7316-3058 | BS_P0QJ1QAH | BS_D29RPBSZ | Other inherited conditions NOS | 0.8367765 | 1 | 1 | 0 | p.R273H | 1 | NA | 1 | 1 | activated

2 | 7316-388 | BS_823V5X6Z | BS_RX1YTZ7F | None documented | 0.5277632 | 1 | 1 | 0 | p.R248W | 2 | NA | 1 | 1 | activated

3 | 7316-461 | BS_P4K6WK9Y | BS_TRKH2SPE | None documented | 0.9429763 | 1 | 1 | 0 | p.R273H | 1 | NA | 1 | 1 | activated

4 | 7316-956 | BS_MWZCP1XW | BS_B9V8RGTA | Other inherited conditions NOS | 0.9611167 | 1 | 1 | 0 | p.R273C | 1 | NA | 1 | 1 | activated

I did notice that last night as well and I am ok with that logic.

kgaonkar6 commented 3 years ago

After the update to use Freec as default for copy_number we see some changes where the copy_number has mostly changed to 2 for samples with >=3 ploidy which is a loss compared to the ploidy but we are missing them out because of our filter to use 1 or 0 copy loss calls only.

Will you add this analysis and the plot to the 05-tp53-altered-annotation.Rmd and also update the notes at the top of the notebook to describe this?

Did you mean update code in 03-tp53-cnv-loss-domain.Rmd , this is the script that gathers the CNV losses and 05-tp53-altered-annotation.Rmd only aggregates all the alterations.
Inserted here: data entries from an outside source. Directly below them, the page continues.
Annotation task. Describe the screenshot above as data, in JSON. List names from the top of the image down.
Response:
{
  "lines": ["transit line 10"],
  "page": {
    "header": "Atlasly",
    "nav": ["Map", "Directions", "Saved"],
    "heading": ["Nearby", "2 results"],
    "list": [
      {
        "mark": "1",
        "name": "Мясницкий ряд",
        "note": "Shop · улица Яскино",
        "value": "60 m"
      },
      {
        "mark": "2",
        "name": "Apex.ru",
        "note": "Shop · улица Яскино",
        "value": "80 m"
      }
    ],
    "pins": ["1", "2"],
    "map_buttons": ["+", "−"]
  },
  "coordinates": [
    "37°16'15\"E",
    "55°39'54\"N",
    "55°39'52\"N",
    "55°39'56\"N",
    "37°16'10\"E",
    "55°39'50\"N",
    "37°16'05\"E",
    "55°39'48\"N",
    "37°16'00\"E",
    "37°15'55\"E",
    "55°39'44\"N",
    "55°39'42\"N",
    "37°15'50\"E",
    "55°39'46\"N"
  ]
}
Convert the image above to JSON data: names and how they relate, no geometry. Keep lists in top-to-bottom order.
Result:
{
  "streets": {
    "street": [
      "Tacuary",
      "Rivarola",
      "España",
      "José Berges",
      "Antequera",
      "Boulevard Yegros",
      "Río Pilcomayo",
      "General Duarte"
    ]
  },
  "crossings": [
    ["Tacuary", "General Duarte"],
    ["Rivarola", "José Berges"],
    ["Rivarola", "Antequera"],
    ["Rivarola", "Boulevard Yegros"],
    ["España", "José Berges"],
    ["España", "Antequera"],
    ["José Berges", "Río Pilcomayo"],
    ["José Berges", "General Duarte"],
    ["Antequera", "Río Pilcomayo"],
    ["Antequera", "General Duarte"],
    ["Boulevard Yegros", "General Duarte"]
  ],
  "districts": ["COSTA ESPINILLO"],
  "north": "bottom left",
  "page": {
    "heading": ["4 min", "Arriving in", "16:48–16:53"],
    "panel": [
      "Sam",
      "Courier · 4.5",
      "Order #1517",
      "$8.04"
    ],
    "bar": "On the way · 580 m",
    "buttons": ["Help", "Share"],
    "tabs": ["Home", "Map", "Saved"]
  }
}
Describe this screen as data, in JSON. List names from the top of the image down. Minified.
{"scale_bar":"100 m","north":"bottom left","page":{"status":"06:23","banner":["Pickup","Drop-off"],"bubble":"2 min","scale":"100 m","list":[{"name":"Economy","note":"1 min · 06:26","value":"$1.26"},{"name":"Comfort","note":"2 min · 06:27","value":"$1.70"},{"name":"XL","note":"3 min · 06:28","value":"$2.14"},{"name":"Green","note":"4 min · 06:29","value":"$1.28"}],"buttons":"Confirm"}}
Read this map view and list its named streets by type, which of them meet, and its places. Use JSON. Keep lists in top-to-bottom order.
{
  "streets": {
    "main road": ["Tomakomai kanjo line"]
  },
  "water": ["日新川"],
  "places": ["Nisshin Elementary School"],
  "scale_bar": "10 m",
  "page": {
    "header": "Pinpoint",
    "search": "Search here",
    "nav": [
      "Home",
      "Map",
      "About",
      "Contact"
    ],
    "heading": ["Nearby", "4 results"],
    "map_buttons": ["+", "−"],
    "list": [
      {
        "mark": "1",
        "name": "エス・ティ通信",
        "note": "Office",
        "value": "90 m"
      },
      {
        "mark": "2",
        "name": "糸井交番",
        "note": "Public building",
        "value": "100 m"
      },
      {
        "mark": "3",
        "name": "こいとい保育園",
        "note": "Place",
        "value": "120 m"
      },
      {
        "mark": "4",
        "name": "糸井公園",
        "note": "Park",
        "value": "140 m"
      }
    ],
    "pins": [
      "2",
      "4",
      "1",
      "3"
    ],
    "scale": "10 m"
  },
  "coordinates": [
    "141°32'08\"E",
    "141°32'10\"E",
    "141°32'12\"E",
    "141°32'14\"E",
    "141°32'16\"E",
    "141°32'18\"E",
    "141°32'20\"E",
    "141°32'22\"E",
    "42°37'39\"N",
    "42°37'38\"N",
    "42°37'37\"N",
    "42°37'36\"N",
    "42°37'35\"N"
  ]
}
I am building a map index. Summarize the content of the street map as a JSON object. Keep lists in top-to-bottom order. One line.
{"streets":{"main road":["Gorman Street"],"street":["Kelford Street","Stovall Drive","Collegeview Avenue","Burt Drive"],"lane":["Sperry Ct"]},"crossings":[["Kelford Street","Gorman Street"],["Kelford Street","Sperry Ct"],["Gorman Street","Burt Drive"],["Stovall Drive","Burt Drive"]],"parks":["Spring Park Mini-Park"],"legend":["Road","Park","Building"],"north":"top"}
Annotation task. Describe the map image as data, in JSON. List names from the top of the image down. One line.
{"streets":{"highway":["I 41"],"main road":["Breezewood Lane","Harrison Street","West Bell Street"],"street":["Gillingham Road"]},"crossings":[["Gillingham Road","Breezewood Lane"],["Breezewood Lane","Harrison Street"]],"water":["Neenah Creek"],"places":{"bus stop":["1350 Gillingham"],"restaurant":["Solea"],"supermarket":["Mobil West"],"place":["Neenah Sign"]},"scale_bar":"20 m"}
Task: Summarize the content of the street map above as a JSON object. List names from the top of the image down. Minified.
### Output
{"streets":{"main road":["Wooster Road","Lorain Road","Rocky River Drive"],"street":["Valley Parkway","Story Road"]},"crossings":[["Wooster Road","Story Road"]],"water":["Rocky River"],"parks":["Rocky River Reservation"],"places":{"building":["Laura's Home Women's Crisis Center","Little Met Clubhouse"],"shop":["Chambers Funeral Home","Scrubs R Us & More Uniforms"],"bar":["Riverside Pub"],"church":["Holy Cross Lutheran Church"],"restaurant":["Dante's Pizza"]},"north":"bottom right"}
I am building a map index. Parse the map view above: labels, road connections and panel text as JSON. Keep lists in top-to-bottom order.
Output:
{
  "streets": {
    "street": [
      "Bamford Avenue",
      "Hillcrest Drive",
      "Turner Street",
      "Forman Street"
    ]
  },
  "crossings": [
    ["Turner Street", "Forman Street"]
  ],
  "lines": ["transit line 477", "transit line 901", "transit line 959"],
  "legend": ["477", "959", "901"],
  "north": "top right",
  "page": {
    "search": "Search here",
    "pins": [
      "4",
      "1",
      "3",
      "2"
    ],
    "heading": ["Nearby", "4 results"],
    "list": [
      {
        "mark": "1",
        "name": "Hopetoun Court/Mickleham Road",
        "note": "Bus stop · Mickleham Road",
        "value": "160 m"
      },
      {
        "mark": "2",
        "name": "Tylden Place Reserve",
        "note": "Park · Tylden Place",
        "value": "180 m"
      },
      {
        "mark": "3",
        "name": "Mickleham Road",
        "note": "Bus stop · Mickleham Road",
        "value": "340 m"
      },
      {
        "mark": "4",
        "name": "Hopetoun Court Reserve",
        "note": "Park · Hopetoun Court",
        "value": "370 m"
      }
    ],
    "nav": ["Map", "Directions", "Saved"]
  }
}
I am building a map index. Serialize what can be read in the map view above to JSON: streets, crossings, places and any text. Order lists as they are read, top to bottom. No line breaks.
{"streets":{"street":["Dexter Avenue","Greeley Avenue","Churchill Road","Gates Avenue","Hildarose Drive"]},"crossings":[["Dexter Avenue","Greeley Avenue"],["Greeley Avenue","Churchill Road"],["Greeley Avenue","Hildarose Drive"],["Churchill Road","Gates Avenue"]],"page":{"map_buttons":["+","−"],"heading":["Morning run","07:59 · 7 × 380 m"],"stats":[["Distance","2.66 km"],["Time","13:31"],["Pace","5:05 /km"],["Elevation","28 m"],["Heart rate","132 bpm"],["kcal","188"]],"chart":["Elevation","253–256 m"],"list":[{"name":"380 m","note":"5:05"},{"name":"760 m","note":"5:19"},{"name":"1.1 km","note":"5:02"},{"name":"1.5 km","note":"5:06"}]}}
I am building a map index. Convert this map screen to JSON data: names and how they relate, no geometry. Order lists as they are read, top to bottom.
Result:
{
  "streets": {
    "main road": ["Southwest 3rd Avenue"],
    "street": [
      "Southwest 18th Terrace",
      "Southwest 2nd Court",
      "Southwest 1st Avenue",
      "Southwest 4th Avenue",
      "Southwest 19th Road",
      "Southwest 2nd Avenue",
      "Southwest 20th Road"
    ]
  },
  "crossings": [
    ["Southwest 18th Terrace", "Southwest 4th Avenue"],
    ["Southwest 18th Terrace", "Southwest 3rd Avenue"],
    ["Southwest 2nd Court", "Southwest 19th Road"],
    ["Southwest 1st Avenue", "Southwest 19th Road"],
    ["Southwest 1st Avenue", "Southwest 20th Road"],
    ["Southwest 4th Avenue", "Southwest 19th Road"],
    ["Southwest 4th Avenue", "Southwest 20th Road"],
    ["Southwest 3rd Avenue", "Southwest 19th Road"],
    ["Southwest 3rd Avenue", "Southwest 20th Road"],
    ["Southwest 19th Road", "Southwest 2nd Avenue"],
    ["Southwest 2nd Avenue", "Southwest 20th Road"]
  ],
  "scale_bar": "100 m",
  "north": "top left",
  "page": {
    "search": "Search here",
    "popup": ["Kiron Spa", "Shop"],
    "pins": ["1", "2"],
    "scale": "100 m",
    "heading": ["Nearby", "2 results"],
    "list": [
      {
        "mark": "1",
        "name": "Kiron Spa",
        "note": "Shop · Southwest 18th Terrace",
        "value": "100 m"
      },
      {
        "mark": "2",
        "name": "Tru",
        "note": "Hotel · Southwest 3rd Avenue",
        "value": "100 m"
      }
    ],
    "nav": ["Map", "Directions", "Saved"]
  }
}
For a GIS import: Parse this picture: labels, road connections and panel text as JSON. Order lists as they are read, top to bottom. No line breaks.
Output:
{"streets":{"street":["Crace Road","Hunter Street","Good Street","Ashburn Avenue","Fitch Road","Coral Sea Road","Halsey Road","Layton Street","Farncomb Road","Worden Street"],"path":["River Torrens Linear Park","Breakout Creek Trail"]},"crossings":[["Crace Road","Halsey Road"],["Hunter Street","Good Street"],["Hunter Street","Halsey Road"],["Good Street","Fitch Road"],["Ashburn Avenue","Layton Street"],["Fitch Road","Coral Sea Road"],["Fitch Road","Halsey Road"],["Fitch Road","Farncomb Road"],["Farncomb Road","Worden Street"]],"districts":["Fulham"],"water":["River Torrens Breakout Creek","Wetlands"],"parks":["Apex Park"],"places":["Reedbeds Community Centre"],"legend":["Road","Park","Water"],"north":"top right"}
I did remove previous documentation of only using <=1 copy number calls as CNV losses since we are now using all losses after reviewing that all copy number states have high inactivation image. I can add specific documentation that this filter was updated because we are now using controlfreec as default instead of cnvkit.

Also, I am not seeing those samples in the latest tp53_altered_status.tsv. I'm not seeing that code change for the updated filter, either. I do see the samples removed due to new CN consensus file in loss_overlap_domains_tp53.tsv.

Could you pull the latest changes in this PR ? I do see the updated copy number and the samples back in tp53_altered_status.tsv and loss_overlap_domains_tp53.tsv. For examples BS_2J4FG4HV has Copy number 2 and is gathered as a loss because it's ploidy is 3. Did I miss something?

Finally, we also forgot to add TP53 fusions here as additional evidence. There is only one sample with one: BS_NJ4WPQVK and it has a classifier score of 0.81, so we should capture this as a loss as well. Sure I can add in a different PR for the fusion update.